T=0 	 exp(-tga_d)=0.99701
T=1 	 exp(-tga_d)=0.99700
T=2 	 exp(-tga_d)=0.99700
T=3 	 exp(-tga_d)=0.99700
T=4 	 exp(-tga_d)=0.99701
T=5 	 exp(-tga_d)=0.99701
T=6 	 exp(-tga_d)=0.99701
T=7 	 exp(-tga_d)=0.99701
T=8 	 exp(-tga_d)=0.99701
T=9 	 exp(-tga_d)=0.99701
T=10 	 exp(-tga_d)=0.99701

• Case of the length are different, the longer one keeps change.
input:
seq1 = np.array([[0.0], [1.0], [2.0], [3.0], [4.0], [5.0], [6.0], [7.0], [8.0], [9.0]])
seq2 = np.array([[0.0], [1.0], [2.0], [3.0], [4.0], [5.0], [6.0], [7.0], [8.0], [9.0], [10.0]])


result:

T=0 	 exp(-tga_d)=0.94617
T=1 	 exp(-tga_d)=0.00000
T=2 	 exp(-tga_d)=0.70536
T=3 	 exp(-tga_d)=0.86143
T=4 	 exp(-tga_d)=0.91535
T=5 	 exp(-tga_d)=0.93685
T=6 	 exp(-tga_d)=0.94418
T=7 	 exp(-tga_d)=0.94590
T=8 	 exp(-tga_d)=0.94615
T=9 	 exp(-tga_d)=0.94617
T=10 	 exp(-tga_d)=0.94617

• Case of a time-series data is slow during the changing
input:
seq1 = np.array([[0.0], [1.0], [2.0], [3.0], [4.0], [5.0], [6.0], [7.0], [8.0], [9.0]])
seq2 = np.array([[0.0], [1.0], [2.0], [3.0], [4.0], [5.0], [6.0], [7.0], [7.0], [8.0], [9.0]])


result:

T=0 	 exp(-tga_d)=0.95889
T=1 	 exp(-tga_d)=0.00000
T=2 	 exp(-tga_d)=0.70348
T=3 	 exp(-tga_d)=0.86528
T=4 	 exp(-tga_d)=0.92346
T=5 	 exp(-tga_d)=0.94772
T=6 	 exp(-tga_d)=0.95639
T=7 	 exp(-tga_d)=0.95853
T=8 	 exp(-tga_d)=0.95886
T=9 	 exp(-tga_d)=0.95889
T=10 	 exp(-tga_d)=0.95889

• Case of two time-series data slows at different points.
input:
seq1 = np.array([[0.0], [1.0], [2.0], [3.0], [4.0], [5.0], [6.0], [7.0], [8.0], [9.0], [9.0]])
seq2 = np.array([[0.0], [1.0], [2.0], [3.0], [4.0], [5.0], [6.0], [7.0], [7.0], [8.0], [9.0]])


result:

T=0 	 exp(-tga_d)=0.99494
T=1 	 exp(-tga_d)=0.99401
T=2 	 exp(-tga_d)=0.99291
T=3 	 exp(-tga_d)=0.99401
T=4 	 exp(-tga_d)=0.99460
T=5 	 exp(-tga_d)=0.99483
T=6 	 exp(-tga_d)=0.99491
T=7 	 exp(-tga_d)=0.99493
T=8 	 exp(-tga_d)=0.99494
T=9 	 exp(-tga_d)=0.99494
T=10 	 exp(-tga_d)=0.99494


#### Consideration

• No bound and $T=9$ result in the same in the all examples.
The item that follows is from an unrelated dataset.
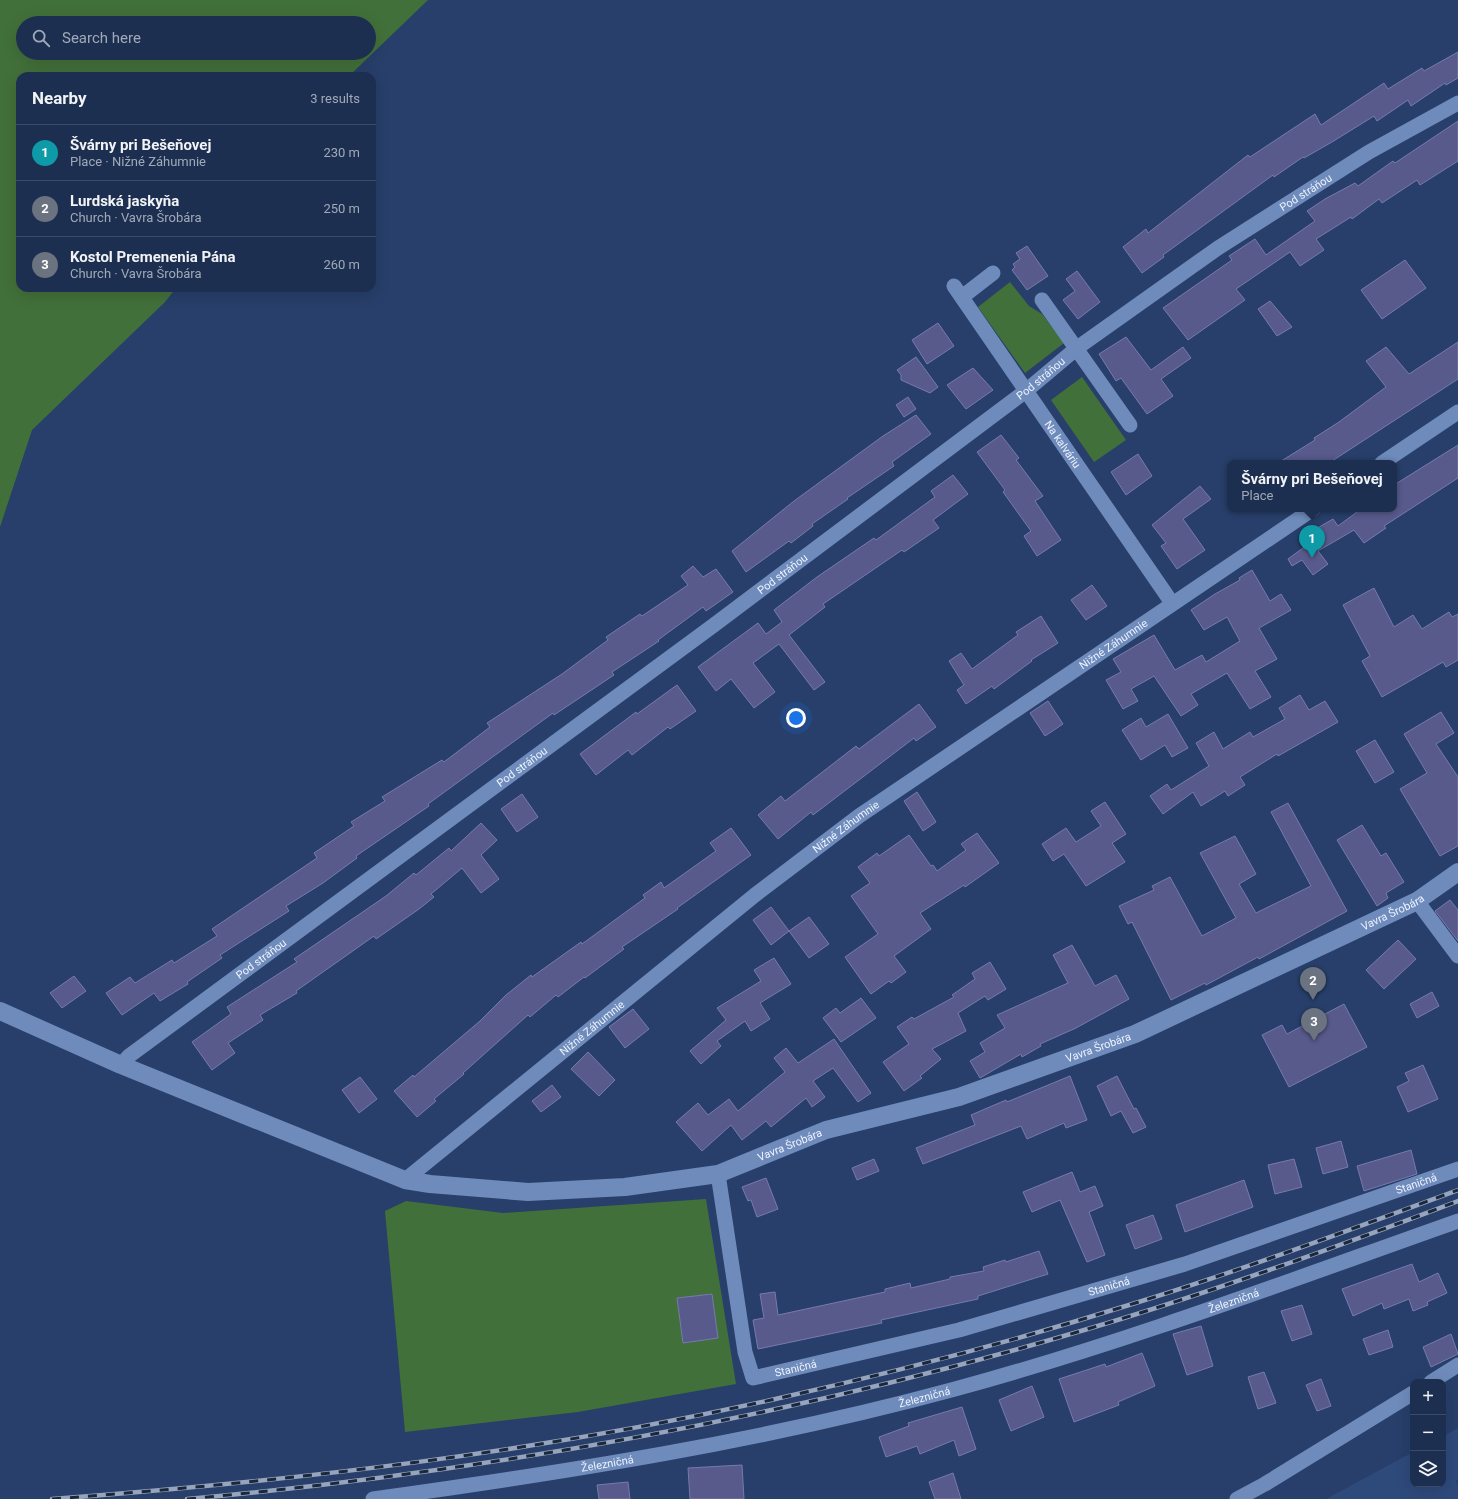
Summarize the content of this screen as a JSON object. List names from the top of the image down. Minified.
{"streets":{"street":["Pod stráňou","Na kalváriu","Nižné Záhumnie","Vavra Šrobára","Staničná","Železničná"]},"crossings":[["Pod stráňou","Na kalváriu"],["Pod stráňou","Vavra Šrobára"],["Na kalváriu","Nižné Záhumnie"],["Nižné Záhumnie","Vavra Šrobára"],["Vavra Šrobára","Staničná"]],"page":{"search":"Search here","heading":["Nearby","3 results"],"list":[{"mark":"1","name":"Švárny pri Bešeňovej","note":"Place · Nižné Záhumnie","value":"230 m"},{"mark":"2","name":"Lurdská jaskyňa","note":"Church · Vavra Šrobára","value":"250 m"},{"mark":"3","name":"Kostol Premenenia Pána","note":"Church · Vavra Šrobára","value":"260 m"}],"popup":["Švárny pri Bešeňovej","Place"],"pins":["1","2","3"],"map_buttons":["+","−"]}}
This is because no bound includes all alignments and $T=9$ allows GAK to include all possible alignments in those examples.
• $T=1$ does not allow shifting, hence examples of time-series data of different length result in 0 with $T=1$.
• In every example, the differences between $T=2$ and $T=3$ indicate the sum of the non-dominating terms here, because alignment for $1$ is enough to result in the best matching in those examples.